Low-budget, human-enhanced Echo competitor made by Sears - jawns
https://medium.com/@shaun_gallagher/this-low-budget-human-enhanced-echo-competitor-is-made-by-sears-6315f0727ac1#.xgmex3j67
======
SwellJoe
So often, big companies try to create better horses, when the next stage of
evolution is the car. This is a (barely) better horse. Amazon does it, too
(see the laughably bad Fire Phone, which had unique features designed
primarily to sell you crap from Amazon). I'm not buying a device to "help me
shop". Shopping is the least of my problems that need automating (and when
they are usefully automated, I want a subscription like Amazon offers with
Pantry). I like the idea of having an automated assistant, but we're still so
far off it's more annoying than useful, I feel like.

------
hirsin
I've never purchased anything using my Echo, but find it invaluable as a home
assistant for all the things it does besides shopping. Shopping via text
interface, if we're still at the stage of "personalized to your tastes" being
a laughable claim, is a terrible experience.

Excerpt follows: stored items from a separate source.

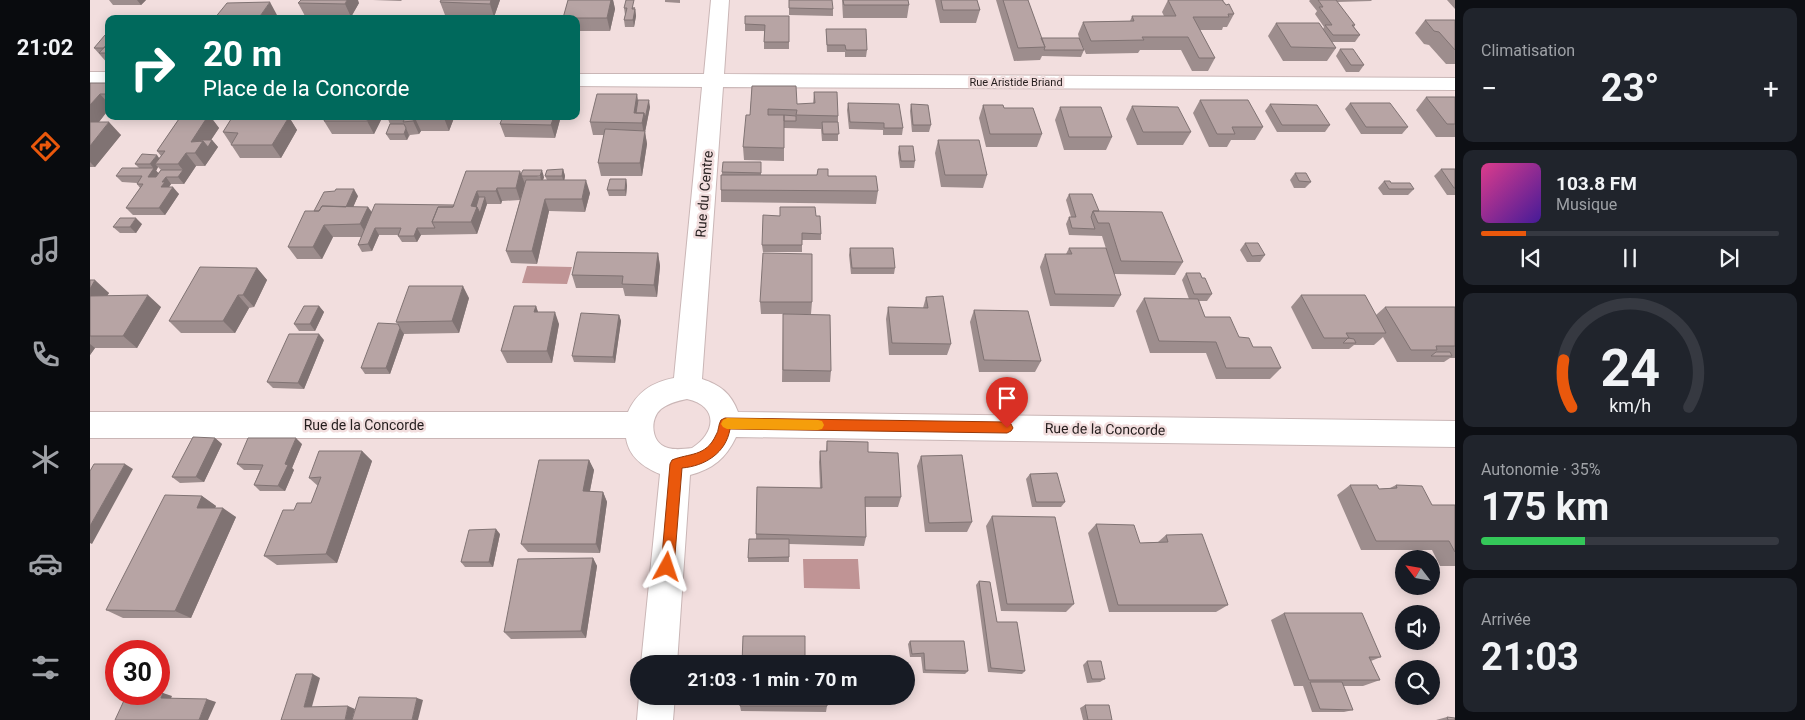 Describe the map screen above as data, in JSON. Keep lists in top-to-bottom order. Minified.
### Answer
{"streets":{"street":["Rue Aristide Briand","Rue du Centre","Rue de la Concorde"]},"crossings":[["Rue Aristide Briand","Rue du Centre"],["Rue du Centre","Rue de la Concorde"]],"north":"top left","page":{"tabs":"21:02","tile":["Climatisation",["Autonomie · 35%","175 km"],["Arrivée","21:03"]],"turn":["20 m","Place de la Concorde"],"heat":["−","23°","+"],"song":["103.8 FM","Musique"],"limit":"30","trip":"21:03 · 1 min · 70 m","gauge":["24","km/h"]}} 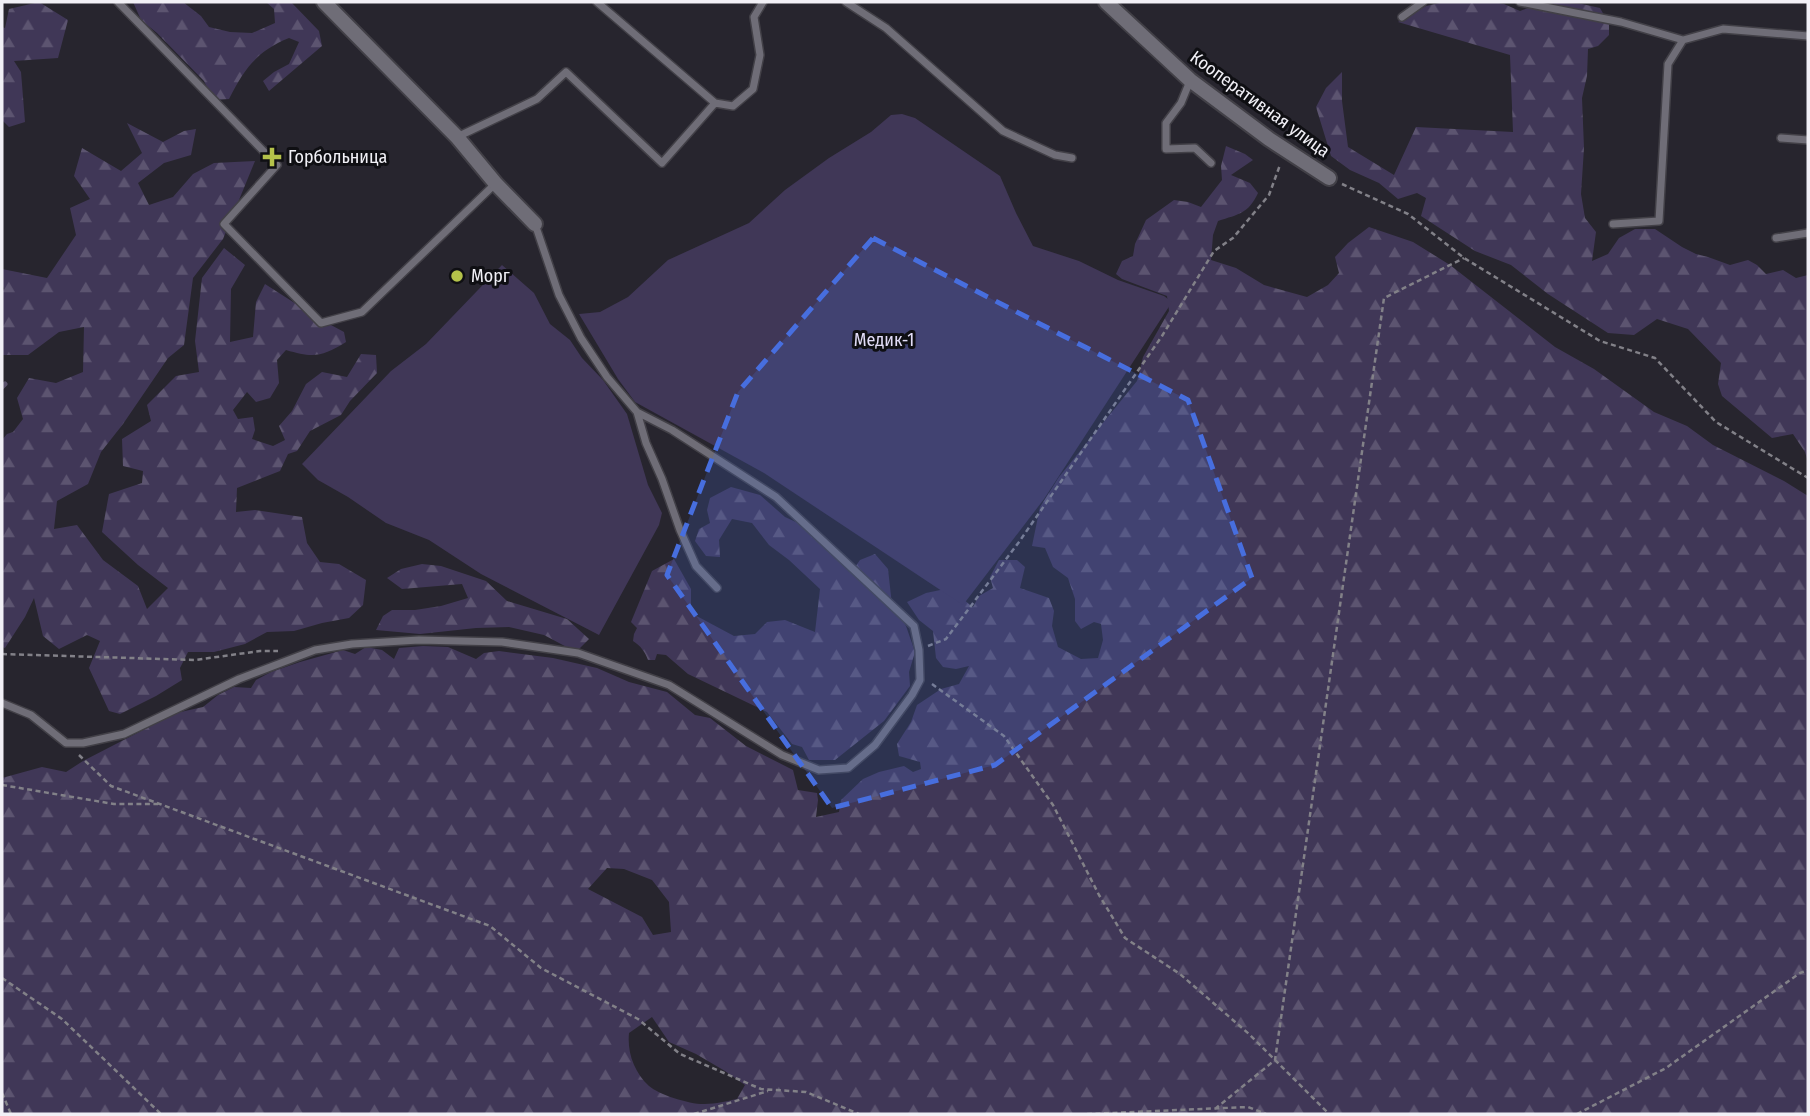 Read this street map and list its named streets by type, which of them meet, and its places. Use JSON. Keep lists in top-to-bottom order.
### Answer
{
  "streets": {
    "street": ["Кооперативная улица"]
  },
  "parks": ["Медик-1"],
  "places": {
    "health": ["Горбольница"],
    "other": ["Морг"]
  }
}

Q- why does this Alfie device exist at all? It appears to just be a button +
microphone that starts a chat session on your phone. There's no point in
making that exclusive to the device. If you can't already, I'd be amazed if in
a year you can't do this through the Kenmore app/website.

------
justin_vanw
So they made a box that uploads a recording of your voice to the internet, and
then someone sends you what is basically a txt msg of something you can buy at
sears?

That is really stupid and sad.

------
adzicg
After a month of trying out things, I mostly use Echo as a voice controlled
music player - kids love it for that too. so this is more a Dash competitor
than an Echo competitor.

------
xeromal
Color me impressed. That's pretty cool. I think there's plenty of room in the
world for devices like this.

------
brian-armstrong
Do you want Sears listening in on your every conversation? How would someone
justify that decision?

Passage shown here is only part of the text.